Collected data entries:

──────────────────────────────

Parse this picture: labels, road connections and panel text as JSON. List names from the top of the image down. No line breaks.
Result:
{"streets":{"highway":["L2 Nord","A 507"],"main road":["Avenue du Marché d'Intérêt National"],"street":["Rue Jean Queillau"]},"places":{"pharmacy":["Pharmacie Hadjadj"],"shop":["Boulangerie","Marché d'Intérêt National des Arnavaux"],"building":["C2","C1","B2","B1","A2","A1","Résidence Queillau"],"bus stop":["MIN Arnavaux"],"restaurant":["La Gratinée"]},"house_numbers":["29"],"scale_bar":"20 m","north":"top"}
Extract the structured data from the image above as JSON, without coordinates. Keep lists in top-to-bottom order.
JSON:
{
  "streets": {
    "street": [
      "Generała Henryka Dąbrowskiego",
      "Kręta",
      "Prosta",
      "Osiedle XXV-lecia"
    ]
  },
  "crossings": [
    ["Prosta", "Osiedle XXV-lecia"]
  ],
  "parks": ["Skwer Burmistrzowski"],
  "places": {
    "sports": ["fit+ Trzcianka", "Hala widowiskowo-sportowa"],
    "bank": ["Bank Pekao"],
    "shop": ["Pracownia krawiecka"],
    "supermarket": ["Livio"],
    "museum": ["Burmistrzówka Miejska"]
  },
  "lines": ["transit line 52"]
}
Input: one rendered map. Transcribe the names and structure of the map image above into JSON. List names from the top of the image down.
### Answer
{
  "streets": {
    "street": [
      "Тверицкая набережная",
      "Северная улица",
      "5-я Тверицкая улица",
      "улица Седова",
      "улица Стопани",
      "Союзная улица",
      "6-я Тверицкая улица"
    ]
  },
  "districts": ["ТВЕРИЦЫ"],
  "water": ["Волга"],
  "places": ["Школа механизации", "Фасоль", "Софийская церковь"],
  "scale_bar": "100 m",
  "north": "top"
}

──────────────────────────────

What needs to be done: Would you filter the records and copy each line that contains the word "names"?

Result of this task:
Parse this picture: labels, road connections and panel text as JSON. List names from the top of the image down. No line breaks.
Input: one rendered map. Transcribe the names and structure of the map image above into JSON. List names from the top of the image down.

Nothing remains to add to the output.